The expulsion of GE from the Dow is bound up with the financialization of the American economy and the proliferation of low-wage retail jobs. Boots UK, like Walgreens in the United States, has thousands of stores and pharmacies. Home Depot, Coca Cola, McDonald’s and Walmart are already components of the index.
GE’s low stock price is the technical reason it is being dropped from the DJIA. The index is calculated by summing up the stock prices of its 30 component companies and then applying a divisor that accounts for stock splits that have occurred over the years. Because the divisor is less than 1, dividing the sum total by it results in an index value that is more than six times greater than the sum of the component stock values. And because the index is weighted, stocks with either very low or very high prices have an exaggerated effect on the whole.
For the same reason, Amazon (approximately $1,700 per share) and Google (approximately $1,200 per share) are not included.

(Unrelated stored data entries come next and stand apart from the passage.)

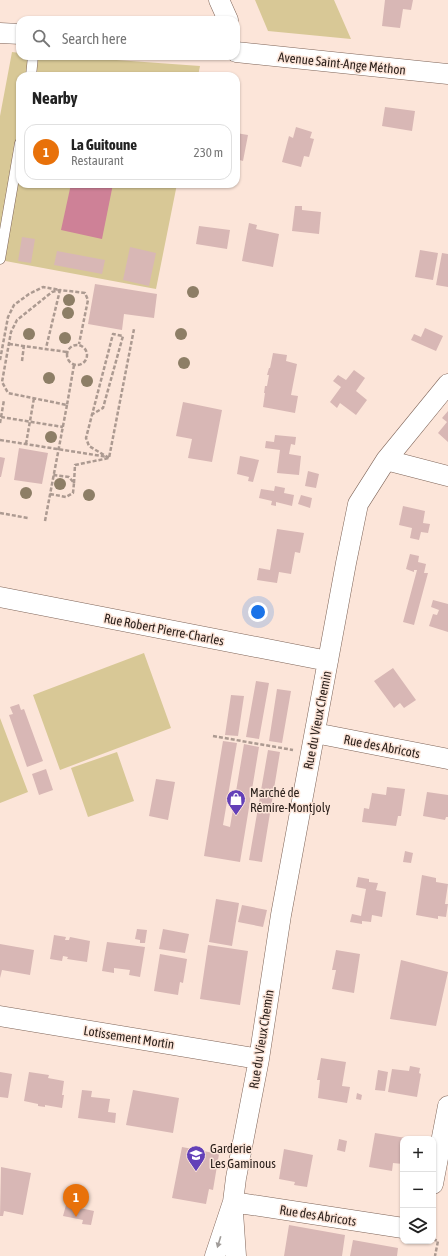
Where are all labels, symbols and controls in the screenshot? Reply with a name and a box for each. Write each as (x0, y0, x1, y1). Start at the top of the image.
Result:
search box (16, 16, 240, 60)
icon: search (30, 27, 52, 49)
text: Search here (62, 30, 127, 47)
street label: Avenue Saint-Ange Méthon (277, 49, 407, 78)
text: Nearby (32, 88, 78, 108)
text: La Guitoune (71, 136, 137, 153)
text: 1 (43, 145, 49, 160)
text: 230 m (194, 145, 223, 160)
text: Restaurant (71, 153, 124, 168)
your location (248, 602, 268, 622)
street label: Rue Robert Pierre-Charles (103, 610, 226, 649)
street label: Rue du Vieux Chemin (301, 670, 334, 771)
street label: Rue des Abricots (342, 732, 422, 761)
place label: Marché de Rémire-Montjoly (250, 785, 331, 815)
shop icon: Marché de Rémire-Montjoly (225, 788, 247, 816)
street label: Rue du Vieux Chemin (246, 989, 277, 1090)
street label: Lotissement Mortin (83, 1023, 175, 1052)
map controls (400, 1136, 436, 1244)
button: + (400, 1136, 436, 1172)
place label: Garderie Les Gaminous (210, 1141, 276, 1171)
school or university icon: Garderie Les Gaminous (185, 1144, 207, 1172)
button: − (400, 1172, 436, 1208)
pin: 1 (63, 1184, 89, 1217)
street label: Rue des Abricots (278, 1202, 358, 1229)
button: layers (400, 1208, 436, 1244)
one-way arrow (216, 1236, 222, 1248)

The original 12 companies listed in the Dow Jones Industrial Average dealt in commodities that included cotton, oil, sugar, tobacco, gas for lighting, cattle feed, lead, coal, iron, leather and rubber.
While railroad stocks have always been tracked in a different index, Charles Dow was able to tie them to his industrial index at the end of the 19th century under the theory that prosperous railroads meant that large amounts of industrial goods were being moved. The value of the stock indices was based on production more than parasitism, at a time when American capitalism was still in its ascendancy.
In the current day, the sheer number of indices—more than 130,000—calculated by S&P Dow Jones Indices, which is owned partly by Rupert Murdoch’s News Corp, shows the number of opportunities for gambling and swindling that have been created by the financialization of capitalism.
While some recent changes in the 30 DJIA components have stemmed from technological advancements—the addition of Apple in 2016, for example—many more are a result of financialization. In February 2008, Bank of America replaced Honeywell, and General Motors was dropped from the index in 2009. In 2013, Alcoa, Bank of America and Hewlett-Packard were replaced by Goldman Sachs, Nike and Visa. Eastman Kodak Company was dropped from the DJIA in April 2004.